*** Supplied records Section Begins ***
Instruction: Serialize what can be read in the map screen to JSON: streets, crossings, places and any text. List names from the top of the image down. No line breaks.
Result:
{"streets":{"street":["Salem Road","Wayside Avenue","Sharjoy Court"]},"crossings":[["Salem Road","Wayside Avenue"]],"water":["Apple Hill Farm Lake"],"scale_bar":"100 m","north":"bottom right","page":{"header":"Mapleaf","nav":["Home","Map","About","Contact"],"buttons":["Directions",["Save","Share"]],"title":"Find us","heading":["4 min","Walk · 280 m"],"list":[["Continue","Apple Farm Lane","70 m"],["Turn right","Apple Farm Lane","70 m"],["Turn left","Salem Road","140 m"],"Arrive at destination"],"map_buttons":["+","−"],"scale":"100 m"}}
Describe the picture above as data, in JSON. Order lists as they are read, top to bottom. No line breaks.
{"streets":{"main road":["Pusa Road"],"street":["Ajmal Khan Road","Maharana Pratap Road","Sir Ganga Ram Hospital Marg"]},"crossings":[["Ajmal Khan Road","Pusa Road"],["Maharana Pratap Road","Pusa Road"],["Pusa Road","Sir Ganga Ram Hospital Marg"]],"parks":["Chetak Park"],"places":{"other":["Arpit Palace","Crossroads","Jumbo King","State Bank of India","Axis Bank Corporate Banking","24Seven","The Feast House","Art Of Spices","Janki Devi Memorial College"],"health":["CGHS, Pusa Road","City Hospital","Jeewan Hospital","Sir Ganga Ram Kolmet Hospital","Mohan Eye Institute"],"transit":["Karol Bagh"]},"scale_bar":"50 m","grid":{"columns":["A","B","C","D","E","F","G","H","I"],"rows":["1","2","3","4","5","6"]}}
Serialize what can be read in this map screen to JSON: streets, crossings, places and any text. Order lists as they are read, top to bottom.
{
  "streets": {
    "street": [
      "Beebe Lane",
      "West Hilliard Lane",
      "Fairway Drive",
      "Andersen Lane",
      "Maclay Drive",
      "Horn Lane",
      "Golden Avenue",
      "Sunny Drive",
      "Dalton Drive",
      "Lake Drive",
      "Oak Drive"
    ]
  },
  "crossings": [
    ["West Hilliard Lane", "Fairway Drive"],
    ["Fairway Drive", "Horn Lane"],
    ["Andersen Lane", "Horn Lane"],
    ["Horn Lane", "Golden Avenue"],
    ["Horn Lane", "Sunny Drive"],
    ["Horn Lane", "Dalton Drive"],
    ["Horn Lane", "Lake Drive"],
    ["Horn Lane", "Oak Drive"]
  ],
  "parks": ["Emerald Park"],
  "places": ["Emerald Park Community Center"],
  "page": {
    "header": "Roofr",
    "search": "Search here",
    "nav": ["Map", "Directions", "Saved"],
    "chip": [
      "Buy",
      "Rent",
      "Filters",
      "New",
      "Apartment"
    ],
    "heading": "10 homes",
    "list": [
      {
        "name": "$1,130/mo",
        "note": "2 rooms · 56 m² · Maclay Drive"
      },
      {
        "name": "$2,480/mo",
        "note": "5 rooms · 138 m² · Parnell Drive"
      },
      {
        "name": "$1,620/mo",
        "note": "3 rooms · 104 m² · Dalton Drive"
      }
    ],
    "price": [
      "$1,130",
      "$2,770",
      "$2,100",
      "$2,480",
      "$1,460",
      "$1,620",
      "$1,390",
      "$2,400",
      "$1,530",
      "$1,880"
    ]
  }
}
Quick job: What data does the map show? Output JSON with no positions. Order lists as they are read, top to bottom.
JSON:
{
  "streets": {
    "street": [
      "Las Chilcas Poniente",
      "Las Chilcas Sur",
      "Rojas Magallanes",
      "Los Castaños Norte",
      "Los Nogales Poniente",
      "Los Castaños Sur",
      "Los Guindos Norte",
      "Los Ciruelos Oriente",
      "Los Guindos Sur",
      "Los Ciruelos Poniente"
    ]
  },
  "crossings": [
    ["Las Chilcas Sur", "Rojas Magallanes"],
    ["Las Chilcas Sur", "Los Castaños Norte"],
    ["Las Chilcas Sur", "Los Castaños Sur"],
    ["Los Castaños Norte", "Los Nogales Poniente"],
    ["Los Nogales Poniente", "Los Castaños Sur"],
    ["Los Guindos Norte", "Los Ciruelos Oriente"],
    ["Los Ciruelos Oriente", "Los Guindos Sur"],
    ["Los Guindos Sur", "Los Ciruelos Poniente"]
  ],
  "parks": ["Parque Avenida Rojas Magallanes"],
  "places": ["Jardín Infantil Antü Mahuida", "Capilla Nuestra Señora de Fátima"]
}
*** Supplied records Section Ends ***
_Work task:_ Repeat the records word for word.

_Finished task:_
Instruction: Serialize what can be read in the map screen to JSON: streets, crossings, places and any text. List names from the top of the image down. No line breaks.
Result:
{"streets":{"street":["Salem Road","Wayside Avenue","Sharjoy Court"]},"crossings":[["Salem Road","Wayside Avenue"]],"water":["Apple Hill Farm Lake"],"scale_bar":"100 m","north":"bottom right","page":{"header":"Mapleaf","nav":["Home","Map","About","Contact"],"buttons":["Directions",["Save","Share"]],"title":"Find us","heading":["4 min","Walk · 280 m"],"list":[["Continue","Apple Farm Lane","70 m"],["Turn right","Apple Farm Lane","70 m"],["Turn left","Salem Road","140 m"],"Arrive at destination"],"map_buttons":["+","−"],"scale":"100 m"}}
Describe the picture above as data, in JSON. Order lists as they are read, top to bottom. No line breaks.
{"streets":{"main road":["Pusa Road"],"street":["Ajmal Khan Road","Maharana Pratap Road","Sir Ganga Ram Hospital Marg"]},"crossings":[["Ajmal Khan Road","Pusa Road"],["Maharana Pratap Road","Pusa Road"],["Pusa Road","Sir Ganga Ram Hospital Marg"]],"parks":["Chetak Park"],"places":{"other":["Arpit Palace","Crossroads","Jumbo King","State Bank of India","Axis Bank Corporate Banking","24Seven","The Feast House","Art Of Spices","Janki Devi Memorial College"],"health":["CGHS, Pusa Road","City Hospital","Jeewan Hospital","Sir Ganga Ram Kolmet Hospital","Mohan Eye Institute"],"transit":["Karol Bagh"]},"scale_bar":"50 m","grid":{"columns":["A","B","C","D","E","F","G","H","I"],"rows":["1","2","3","4","5","6"]}}
Serialize what can be read in this map screen to JSON: streets, crossings, places and any text. Order lists as they are read, top to bottom.
{
  "streets": {
    "street": [
      "Beebe Lane",
      "West Hilliard Lane",
      "Fairway Drive",
      "Andersen Lane",
      "Maclay Drive",
      "Horn Lane",
      "Golden Avenue",
      "Sunny Drive",
      "Dalton Drive",
      "Lake Drive",
      "Oak Drive"
    ]
  },
  "crossings": [
    ["West Hilliard Lane", "Fairway Drive"],
    ["Fairway Drive", "Horn Lane"],
    ["Andersen Lane", "Horn Lane"],
    ["Horn Lane", "Golden Avenue"],
    ["Horn Lane", "Sunny Drive"],
    ["Horn Lane", "Dalton Drive"],
    ["Horn Lane", "Lake Drive"],
    ["Horn Lane", "Oak Drive"]
  ],
  "parks": ["Emerald Park"],
  "places": ["Emerald Park Community Center"],
  "page": {
    "header": "Roofr",
    "search": "Search here",
    "nav": ["Map", "Directions", "Saved"],
    "chip": [
      "Buy",
      "Rent",
      "Filters",
      "New",
      "Apartment"
    ],
    "heading": "10 homes",
    "list": [
      {
        "name": "$1,130/mo",
        "note": "2 rooms · 56 m² · Maclay Drive"
      },
      {
        "name": "$2,480/mo",
        "note": "5 rooms · 138 m² · Parnell Drive"
      },
      {
        "name": "$1,620/mo",
        "note": "3 rooms · 104 m² · Dalton Drive"
      }
    ],
    "price": [
      "$1,130",
      "$2,770",
      "$2,100",
      "$2,480",
      "$1,460",
      "$1,620",
      "$1,390",
      "$2,400",
      "$1,530",
      "$1,880"
    ]
  }
}
Quick job: What data does the map show? Output JSON with no positions. Order lists as they are read, top to bottom.
JSON:
{
  "streets": {
    "street": [
      "Las Chilcas Poniente",
      "Las Chilcas Sur",
      "Rojas Magallanes",
      "Los Castaños Norte",
      "Los Nogales Poniente",
      "Los Castaños Sur",
      "Los Guindos Norte",
      "Los Ciruelos Oriente",
      "Los Guindos Sur",
      "Los Ciruelos Poniente"
    ]
  },
  "crossings": [
    ["Las Chilcas Sur", "Rojas Magallanes"],
    ["Las Chilcas Sur", "Los Castaños Norte"],
    ["Las Chilcas Sur", "Los Castaños Sur"],
    ["Los Castaños Norte", "Los Nogales Poniente"],
    ["Los Nogales Poniente", "Los Castaños Sur"],
    ["Los Guindos Norte", "Los Ciruelos Oriente"],
    ["Los Ciruelos Oriente", "Los Guindos Sur"],
    ["Los Guindos Sur", "Los Ciruelos Poniente"]
  ],
  "parks": ["Parque Avenida Rojas Magallanes"],
  "places": ["Jardín Infantil Antü Mahuida", "Capilla Nuestra Señora de Fátima"]
}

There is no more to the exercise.